# [Your goal]
Look below for the line containing "font-size:38px; font-weight:700; line-height:1.1"; from there through the line containing "display:flex; justify-content:space-between; align-items:center;", both lines included, please set down each line exactly and nothing else.

*** Begin section ***

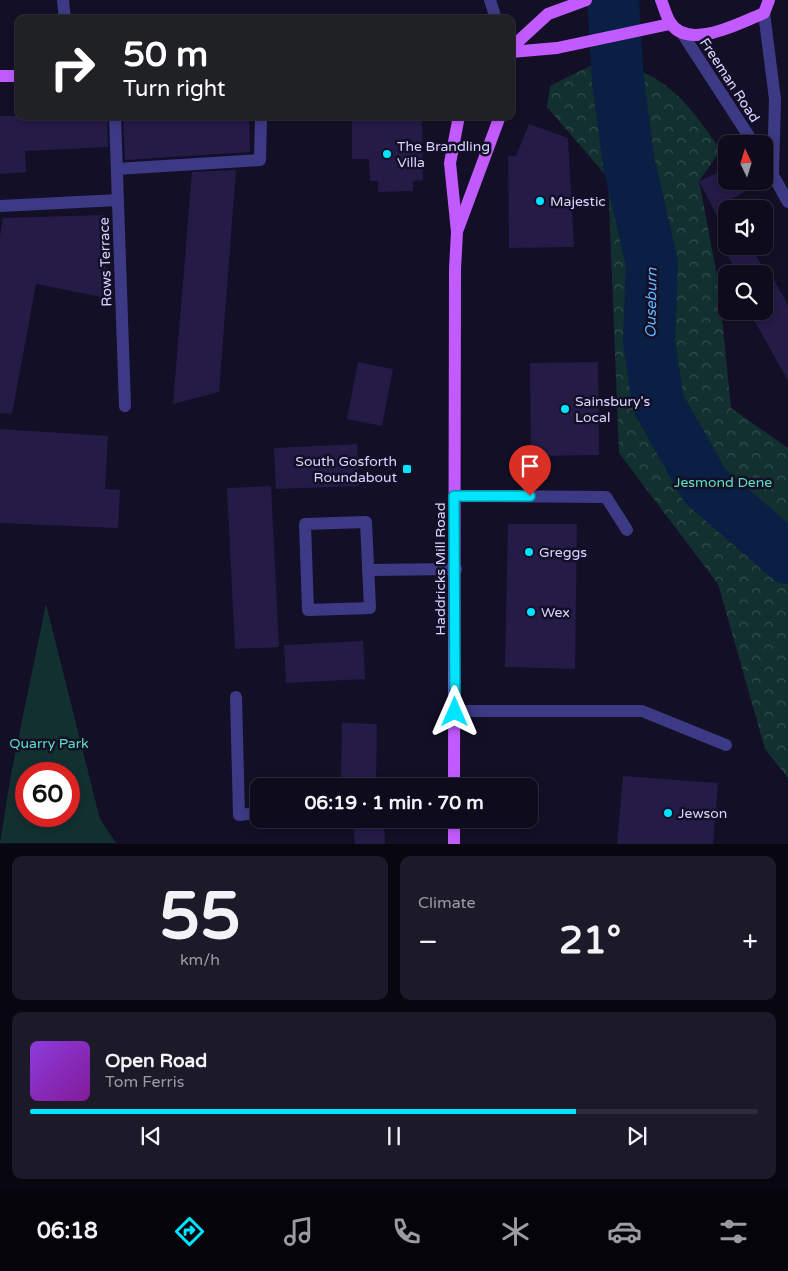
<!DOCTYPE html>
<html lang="en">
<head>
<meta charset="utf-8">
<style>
	:root { --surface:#0e0b1c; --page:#1c1929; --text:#f1f3f6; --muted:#9b9ba3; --line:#2e2b3b; --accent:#00e5ff }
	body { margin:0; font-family:"Varela Round",sans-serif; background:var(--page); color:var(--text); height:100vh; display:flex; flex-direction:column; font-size:19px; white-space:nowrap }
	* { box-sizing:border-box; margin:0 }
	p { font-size:16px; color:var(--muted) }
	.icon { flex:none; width:28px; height:28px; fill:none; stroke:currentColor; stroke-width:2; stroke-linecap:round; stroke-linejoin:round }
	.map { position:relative; height:844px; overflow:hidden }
	.sheet { display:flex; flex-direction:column; gap:12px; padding:12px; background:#08060f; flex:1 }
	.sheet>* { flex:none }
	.top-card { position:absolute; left:15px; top:15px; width:500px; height:105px; border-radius:10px; box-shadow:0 2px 8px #0003,0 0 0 1px var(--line); background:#202124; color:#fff; overflow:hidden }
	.needle { width:32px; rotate:356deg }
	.buttons { position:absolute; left:718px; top:135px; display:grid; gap:10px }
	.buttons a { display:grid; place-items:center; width:55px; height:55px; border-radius:10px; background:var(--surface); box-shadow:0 2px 8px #0003,0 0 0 1px var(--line); font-size:25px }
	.speed { position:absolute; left:15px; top:762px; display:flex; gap:10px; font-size:25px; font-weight:700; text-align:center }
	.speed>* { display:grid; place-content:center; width:65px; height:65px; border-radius:50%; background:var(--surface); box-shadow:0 2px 8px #0003,0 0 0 1px var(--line); line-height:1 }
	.speed .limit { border:8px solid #d22; background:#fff; color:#111 }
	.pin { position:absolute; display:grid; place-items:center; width:42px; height:42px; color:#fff; margin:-51px -21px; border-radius:50% 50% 50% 0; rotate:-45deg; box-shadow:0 0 5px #0007 }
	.pin .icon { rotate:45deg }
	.me { position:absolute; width:55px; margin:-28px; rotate:0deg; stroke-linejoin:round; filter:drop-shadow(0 0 4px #0008) }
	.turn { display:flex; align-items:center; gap:18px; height:105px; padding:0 25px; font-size:22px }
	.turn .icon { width:65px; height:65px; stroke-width:2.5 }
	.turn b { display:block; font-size:35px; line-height:42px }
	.big { font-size:38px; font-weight:700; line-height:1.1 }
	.sheet .tile { flex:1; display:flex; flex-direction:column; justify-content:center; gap:8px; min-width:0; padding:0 18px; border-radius:10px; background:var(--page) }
	.sheet .dial { align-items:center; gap:0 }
	.dial b { font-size:65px; line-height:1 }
	.song { display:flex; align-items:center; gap:15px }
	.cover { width:60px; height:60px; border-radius:8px; background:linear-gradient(135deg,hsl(270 70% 55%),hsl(290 70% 35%)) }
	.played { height:5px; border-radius:2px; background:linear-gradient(90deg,var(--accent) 75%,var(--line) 75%) }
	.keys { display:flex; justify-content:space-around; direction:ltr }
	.heat { display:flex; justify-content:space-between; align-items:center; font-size:28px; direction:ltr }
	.sheet .tiles { flex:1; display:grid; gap:12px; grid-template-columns:1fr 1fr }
	.tile:last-child { grid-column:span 2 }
	.trip { position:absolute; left:250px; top:778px; width:288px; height:50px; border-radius:10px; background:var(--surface); box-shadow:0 2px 8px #0003,0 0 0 1px var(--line); font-weight:700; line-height:50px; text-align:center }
	.dock { display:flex; height:80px; justify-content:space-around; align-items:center; background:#06040b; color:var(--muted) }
	.dock .icon { width:35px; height:35px }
	.dock .current { color:var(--accent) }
	.dock b { font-size:22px; color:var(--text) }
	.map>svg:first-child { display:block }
	.green { fill:#12302f; fill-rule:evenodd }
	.forest { fill:url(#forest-crowns) }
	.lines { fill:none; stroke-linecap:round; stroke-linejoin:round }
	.river { stroke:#0a1f44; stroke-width:52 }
	.building { fill:#241b47 }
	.minor { stroke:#3d3a85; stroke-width:12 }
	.major { stroke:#c25bff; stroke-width:12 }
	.route-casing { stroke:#0095a6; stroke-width:12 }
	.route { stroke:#00e5ff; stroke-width:9 }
	.poi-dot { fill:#00e5ff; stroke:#130f26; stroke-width:2 }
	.labels { text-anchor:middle; stroke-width:5; stroke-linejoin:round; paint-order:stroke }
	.street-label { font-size:14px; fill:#d9d4ff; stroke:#130f26 }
	.poi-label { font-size:14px; fill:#d9d4ff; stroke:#130f26; text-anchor:start }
	.park-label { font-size:14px; fill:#5fe0c0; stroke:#130f26 }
	.water-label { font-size:15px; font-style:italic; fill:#62b6ff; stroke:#130f26 }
</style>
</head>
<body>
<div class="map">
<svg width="788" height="844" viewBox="0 0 788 844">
	<defs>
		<pattern id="forest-crowns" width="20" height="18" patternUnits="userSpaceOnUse" patternTransform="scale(1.25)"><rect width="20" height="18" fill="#12302f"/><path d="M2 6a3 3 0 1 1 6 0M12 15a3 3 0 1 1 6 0" fill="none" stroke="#344d4e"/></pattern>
	</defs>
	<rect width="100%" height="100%" fill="#130f26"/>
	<path class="green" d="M46,604l54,215 16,24h-116l11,-69zM26,774h43v42h-43z"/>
	<path class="forest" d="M611,64c57,7 79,44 110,86l-22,31 20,105 12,122 57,40v330l-23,-29 -47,-165 -99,-131 -11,-275 -61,-71 3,-21 40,-20z"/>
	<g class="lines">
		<path class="river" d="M613,0l5,81 11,83 23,99 -3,78 9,62 47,83 83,72"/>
	</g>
	<g class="building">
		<path d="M0,116h107l1,31 -83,4 1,21 -26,2z"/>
		<path d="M123,116h126l1,36 -125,8z"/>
		<path d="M352,116h70l1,64 -10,1v10l-35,1v-11h-8l-1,-22h-17z"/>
		<path d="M529,124l39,14 6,109 -65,1 -1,-92h8z"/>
		<path d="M726,169v12h39l-39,21v31l-27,-52z"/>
		<path d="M236,170l-17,222 -46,12 19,-232z"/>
		<path d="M104,215l2,83 -70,-14 -24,130 -12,-1v-177l3,-18z"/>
		<path d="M722,246h29l12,22 3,-2 22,39v76l-39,-70h15v-37h-26z"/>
		<path d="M358,362l35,7 -11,57 -35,-7z"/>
		<path d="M598,362l1,93 -68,1 -1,-93z"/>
		<path d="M0,429l108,7 -3,53 15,1 -2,38 -118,-5z"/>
		<path d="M357,444l2,42 -83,3 -2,-41z"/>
		<path d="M271,486l8,161 -44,2 -8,-161z"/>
		<path d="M508,524h69l-2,145 -70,-2z"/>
		<path d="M363,641l2,38 -79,4 -2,-38z"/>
		<path d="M342,723l35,1 -1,54 -35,-1z"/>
		<path d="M623,776l95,7 -5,61h-96z"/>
		<path d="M384,819l1,25h-30l-2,-24z"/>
	</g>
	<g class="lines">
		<g class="minor">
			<path d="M63,0l2,19"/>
			<path d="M490,0l6,19"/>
			<path d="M764,13l11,86 -2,74"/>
			<path d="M682,33l72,111"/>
			<path d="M115,116l10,290"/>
			<path d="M764,159l24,43"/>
			<path d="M117,169l143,-9 1,-44"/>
			<path d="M0,206l118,-6"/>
			<path d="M454,496l152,1 21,33"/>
			<path d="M366,522l4,86 -62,2 -3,-86z"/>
			<path d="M368,570l88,-1"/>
			<path d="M236,697l3,118 20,-2"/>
			<path d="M455,711h187l84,34"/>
		</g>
		<g class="major">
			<path d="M661,0c3,7 5,16 9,22 17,30 72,0 94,-9l5,-13"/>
			<path d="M511,48l37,-34 38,-14"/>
			<path d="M511,52l46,-4 113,-24"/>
			<path d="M0,76h19"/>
			<path d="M458,229l42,-113"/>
			<path d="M454,786l1,-517 2,-37 -7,-69 9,-47"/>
			<path d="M454,844v-25"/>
		</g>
	</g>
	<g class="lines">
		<defs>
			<path id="route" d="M455,712l-1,-216h76"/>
		</defs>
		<use href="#route" class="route-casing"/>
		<use href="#route" class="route"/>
	</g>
	<g class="poi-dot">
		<circle cx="387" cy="154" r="5"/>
		<circle cx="540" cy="201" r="5"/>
		<circle cx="565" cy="409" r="5"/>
		<rect x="402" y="464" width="10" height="10" rx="2.5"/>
		<circle cx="529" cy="552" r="5"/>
		<circle cx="531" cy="612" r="5"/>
		<circle cx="668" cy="813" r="5"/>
	</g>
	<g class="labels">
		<g class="street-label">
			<text transform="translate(730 80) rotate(57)" y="5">Freeman Road</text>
			<text transform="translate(105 262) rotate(-92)" y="5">Rows Terrace</text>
			<text transform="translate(440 569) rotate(-90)" y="5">Haddricks Mill Road</text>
		</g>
		<g class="poi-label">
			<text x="397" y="151">The Brandling<tspan x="397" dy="16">Villa</tspan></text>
			<text x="550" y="206">Majestic</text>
			<text x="575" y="406">Sainsbury's<tspan x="575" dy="16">Local</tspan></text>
			<text x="397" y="466" text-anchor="end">South Gosforth<tspan x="397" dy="16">Roundabout</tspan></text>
			<text x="539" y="557">Greggs</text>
			<text x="541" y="617">Wex</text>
			<text x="678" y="818">Jewson</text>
		</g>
		<g class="park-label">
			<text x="723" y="487">Jesmond Dene</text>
			<text x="49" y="748">Quarry Park</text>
		</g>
		<g class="water-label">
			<text transform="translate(651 303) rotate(-89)" y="5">Ouseburn</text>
		</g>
	</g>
</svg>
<div class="buttons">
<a><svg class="needle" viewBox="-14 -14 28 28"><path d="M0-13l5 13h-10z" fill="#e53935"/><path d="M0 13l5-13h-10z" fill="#9b9ba3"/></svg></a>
<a><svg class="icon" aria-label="sound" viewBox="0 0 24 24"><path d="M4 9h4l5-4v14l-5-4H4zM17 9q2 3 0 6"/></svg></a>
<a><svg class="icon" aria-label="search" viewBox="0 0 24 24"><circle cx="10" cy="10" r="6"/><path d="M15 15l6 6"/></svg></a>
</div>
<div class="speed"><div class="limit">60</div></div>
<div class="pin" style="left:530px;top:496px;background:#d93025"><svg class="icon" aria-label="arrive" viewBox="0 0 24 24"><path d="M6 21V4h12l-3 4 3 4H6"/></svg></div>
<svg class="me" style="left:455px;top:712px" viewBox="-20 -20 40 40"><path d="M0-17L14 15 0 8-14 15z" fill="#00e5ff" stroke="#fff" stroke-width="4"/></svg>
<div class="trip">06:19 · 1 min · 70 m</div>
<div class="top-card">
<div class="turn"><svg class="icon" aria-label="right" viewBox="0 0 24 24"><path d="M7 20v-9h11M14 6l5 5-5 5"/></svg><div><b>50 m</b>Turn right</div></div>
</div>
</div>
<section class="sheet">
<div class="tiles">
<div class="tile dial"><b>55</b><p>km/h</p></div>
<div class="tile"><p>Climate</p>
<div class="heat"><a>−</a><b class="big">21°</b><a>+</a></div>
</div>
<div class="tile">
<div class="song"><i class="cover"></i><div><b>Open Road</b><p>Tom Ferris</p></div></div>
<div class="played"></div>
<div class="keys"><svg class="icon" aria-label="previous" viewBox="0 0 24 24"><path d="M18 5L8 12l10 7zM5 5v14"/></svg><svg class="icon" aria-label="pause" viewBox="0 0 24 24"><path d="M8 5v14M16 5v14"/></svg><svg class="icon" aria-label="next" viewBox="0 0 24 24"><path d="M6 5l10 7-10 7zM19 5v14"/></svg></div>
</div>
</div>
</section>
<nav class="dock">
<b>06:18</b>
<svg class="icon current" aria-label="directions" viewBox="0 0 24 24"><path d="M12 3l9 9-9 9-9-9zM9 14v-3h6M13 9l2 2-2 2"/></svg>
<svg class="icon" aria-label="music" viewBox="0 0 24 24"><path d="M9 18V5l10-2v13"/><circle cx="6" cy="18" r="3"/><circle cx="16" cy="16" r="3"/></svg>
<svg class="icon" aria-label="phone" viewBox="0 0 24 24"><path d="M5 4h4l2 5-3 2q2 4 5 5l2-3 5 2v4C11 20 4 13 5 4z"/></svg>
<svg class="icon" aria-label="climate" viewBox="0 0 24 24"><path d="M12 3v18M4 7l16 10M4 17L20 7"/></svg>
<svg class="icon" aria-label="car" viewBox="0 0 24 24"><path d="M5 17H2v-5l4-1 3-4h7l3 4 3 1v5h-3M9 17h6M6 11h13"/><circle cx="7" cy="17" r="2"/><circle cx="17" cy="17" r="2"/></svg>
<svg class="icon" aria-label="filters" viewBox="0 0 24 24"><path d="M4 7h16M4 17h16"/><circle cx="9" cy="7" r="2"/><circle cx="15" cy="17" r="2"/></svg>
</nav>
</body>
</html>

*** End section ***

# [Finished task]
	.big { font-size:38px; font-weight:700; line-height:1.1 }
	.sheet .tile { flex:1; display:flex; flex-direction:column; justify-content:center; gap:8px; min-width:0; padding:0 18px; border-radius:10px; background:var(--page) }
	.sheet .dial { align-items:center; gap:0 }
	.dial b { font-size:65px; line-height:1 }
	.song { display:flex; align-items:center; gap:15px }
	.cover { width:60px; height:60px; border-radius:8px; background:linear-gradient(135deg,hsl(270 70% 55%),hsl(290 70% 35%)) }
	.played { height:5px; border-radius:2px; background:linear-gradient(90deg,var(--accent) 75%,var(--line) 75%) }
	.keys { display:flex; justify-content:space-around; direction:ltr }
	.heat { display:flex; justify-content:space-between; align-items:center; font-size:28px; direction:ltr }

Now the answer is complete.